Turtle Island
- Author: Sean Sherman
- Genre: Cookbook
- Publisher: Clarkson Potter
- Publication date: 2025

= Turtle Island (cookbook) =

2025 cookbook by Sean Sherman

Turtle Island: Foods and Traditions of the Indigenous Peoples of North America is a cookbook by Sean Sherman, published by Clarkson Potter in 2025.

== Background ==
The book was co-authored with cookbook writer Kristin Donnelly and journalist Kate Nelson. While preparing the book, Nelson traveled throughout North America to learn about different indigenous culinary traditions. It includes recipes for the indigenous cuisine of North America, based on plants and animals indigenous to the continent. It is divided into thirteen chapters, which deal with cuisine from different regions.

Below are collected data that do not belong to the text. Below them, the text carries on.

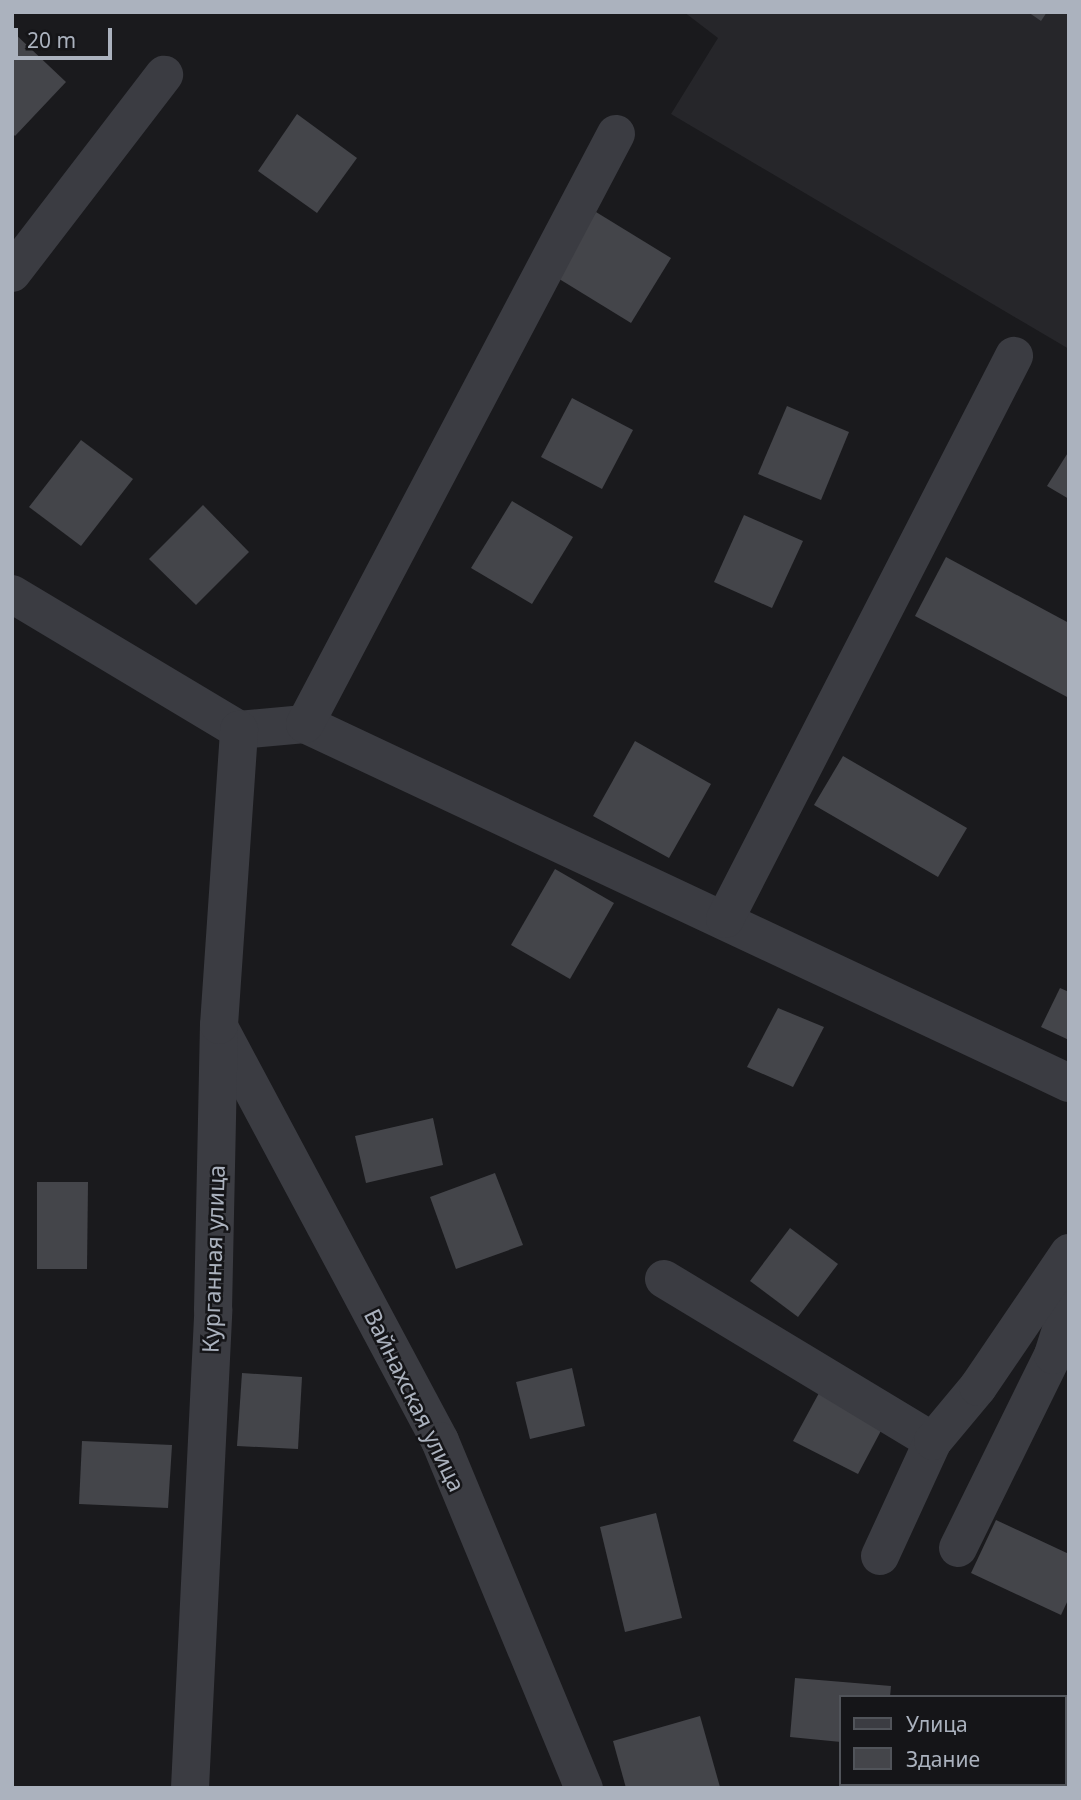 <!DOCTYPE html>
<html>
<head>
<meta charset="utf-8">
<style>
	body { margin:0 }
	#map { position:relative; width:1081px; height:1800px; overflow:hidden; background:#1a1a1d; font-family:"Noto Sans",sans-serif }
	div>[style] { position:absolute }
	.built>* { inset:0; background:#26262a }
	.building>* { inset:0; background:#44454a }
	.minor>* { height:38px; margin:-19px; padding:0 19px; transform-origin:19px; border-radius:19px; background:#3b3c42 }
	span { translate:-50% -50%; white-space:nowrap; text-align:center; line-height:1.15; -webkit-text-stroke:5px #151518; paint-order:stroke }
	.street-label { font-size:23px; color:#abb2be }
	.frame { position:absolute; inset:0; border:14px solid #abb2be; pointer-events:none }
	.legend { position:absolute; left:839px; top:1695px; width:228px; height:91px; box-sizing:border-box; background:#151518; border:2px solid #51545a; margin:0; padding:9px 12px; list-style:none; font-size:21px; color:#abb2be }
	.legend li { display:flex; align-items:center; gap:14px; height:35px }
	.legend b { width:35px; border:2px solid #51545a }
	.scale { position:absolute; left:14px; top:28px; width:98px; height:32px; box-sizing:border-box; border:4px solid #abb2be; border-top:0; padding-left:9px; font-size:21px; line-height:24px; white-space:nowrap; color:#abb2be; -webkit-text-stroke:5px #151518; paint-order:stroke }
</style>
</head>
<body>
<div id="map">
	<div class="built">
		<div style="clip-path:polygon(684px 12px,1069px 12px,1069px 349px,671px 114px,718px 38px)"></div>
	</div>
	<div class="building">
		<div style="clip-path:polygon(1028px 12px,1047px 12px,1041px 21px)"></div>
		<div style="clip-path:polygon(12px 31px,66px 82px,15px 136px,12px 133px)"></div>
		<div style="clip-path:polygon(297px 114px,357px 158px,317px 213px,258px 171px)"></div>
		<div style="clip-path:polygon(596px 212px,671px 258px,631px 323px,556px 277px)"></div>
		<div style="clip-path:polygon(572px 398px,633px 430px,602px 489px,541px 457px)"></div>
		<div style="clip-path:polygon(787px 406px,849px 432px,821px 500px,758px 474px)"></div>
		<div style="clip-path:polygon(81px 440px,133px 479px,81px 546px,29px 507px)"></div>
		<div style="clip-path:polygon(1069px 451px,1069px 499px,1047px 486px)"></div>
		<div style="clip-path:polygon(512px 501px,573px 537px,532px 604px,471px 568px)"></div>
		<div style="clip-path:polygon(203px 505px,249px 552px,196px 605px,149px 559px)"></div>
		<div style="clip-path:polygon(744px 515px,803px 541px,772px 608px,714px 582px)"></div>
		<div style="clip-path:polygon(946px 557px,1069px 623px,1069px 698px,915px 616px)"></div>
		<div style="clip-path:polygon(635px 741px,711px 784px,669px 858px,593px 816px)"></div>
		<div style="clip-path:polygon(843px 756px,967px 828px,938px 877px,814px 805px)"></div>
		<div style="clip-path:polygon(555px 869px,614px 903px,570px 979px,511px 945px)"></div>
		<div style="clip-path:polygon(1060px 988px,1069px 992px,1069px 1040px,1041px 1027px)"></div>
		<div style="clip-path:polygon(778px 1008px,824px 1027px,793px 1087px,747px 1067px)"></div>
		<div style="clip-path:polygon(433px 1118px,443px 1165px,366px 1183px,355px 1136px)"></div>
		<div style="clip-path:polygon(495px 1173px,523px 1245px,456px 1269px,430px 1197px)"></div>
		<div style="clip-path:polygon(37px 1182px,88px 1182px,87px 1269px,37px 1269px)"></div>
		<div style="clip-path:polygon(790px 1228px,838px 1264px,798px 1317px,750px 1281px)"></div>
		<div style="clip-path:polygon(572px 1368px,585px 1426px,530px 1439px,516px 1382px)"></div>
		<div style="clip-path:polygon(242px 1373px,302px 1377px,298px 1449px,237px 1446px)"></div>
		<div style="clip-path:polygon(819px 1393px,883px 1427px,858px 1474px,793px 1441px)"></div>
		<div style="clip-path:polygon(82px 1441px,172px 1445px,168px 1508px,79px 1504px)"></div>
		<div style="clip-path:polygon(656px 1513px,682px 1618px,625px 1632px,600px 1527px)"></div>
		<div style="clip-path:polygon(996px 1520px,1069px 1554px,1069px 1598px,1061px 1615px,971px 1573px)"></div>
		<div style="clip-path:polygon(795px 1678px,891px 1686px,890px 1697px,841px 1697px,841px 1742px,790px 1737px)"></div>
		<div style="clip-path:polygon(700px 1716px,720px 1787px,626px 1788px,613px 1741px)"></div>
	</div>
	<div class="minor">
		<div style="left:12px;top:273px;width:250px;rotate:-52.5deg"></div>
		<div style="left:12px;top:594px;width:265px;rotate:30.9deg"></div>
		<div style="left:239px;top:730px;width:66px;rotate:-5.2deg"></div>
		<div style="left:305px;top:724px;width:844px;rotate:25.17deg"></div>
		<div style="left:305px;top:724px;width:667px;rotate:-62.21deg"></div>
		<div style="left:725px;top:919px;width:633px;rotate:-62.83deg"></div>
		<div style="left:219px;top:1027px;width:469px;rotate:61.9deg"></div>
		<div style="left:440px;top:1441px;width:376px;rotate:67.5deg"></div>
		<div style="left:664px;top:1279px;width:314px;rotate:31.1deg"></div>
		<div style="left:958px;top:1548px;width:215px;rotate:-63.8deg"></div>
		<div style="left:1053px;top:1355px;width:53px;rotate:-72.6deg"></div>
		<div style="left:880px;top:1556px;width:127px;rotate:-65.3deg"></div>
		<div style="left:933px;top:1441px;width:70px;rotate:-50.2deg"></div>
		<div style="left:978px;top:1387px;width:162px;rotate:-55.8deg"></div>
		<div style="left:190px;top:1788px;width:479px;rotate:-87.2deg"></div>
		<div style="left:213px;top:1310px;width:285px;rotate:-88.8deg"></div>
		<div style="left:219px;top:1025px;width:296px;rotate:-86.1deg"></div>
	</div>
	<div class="street-label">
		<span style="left:213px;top:1259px;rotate:-88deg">Курганная улица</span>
		<span style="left:415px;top:1400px;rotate:64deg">Вайнахская улица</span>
	</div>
	<div class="frame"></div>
	<ul class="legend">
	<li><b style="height:9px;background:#3b3c42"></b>Улица</li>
	<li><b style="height:19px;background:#44454a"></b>Здание</li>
	</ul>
	<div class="scale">20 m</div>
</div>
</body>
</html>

The book covers food from Canada, the United States, and Mexico with an emphasis on seasonal produce, game meat, and other foraged ingredients that grow natively in North America such as corn and elk. Foods introduced after colonization, like pork and wheat, are excluded.

== Reception ==
The book was given a starred review in Library Journal, with Jocelyn Castillo calling it "an in-depth primer on Indigenous foodways". It was named one of the ten best books about food of 2025 in Smithsonian.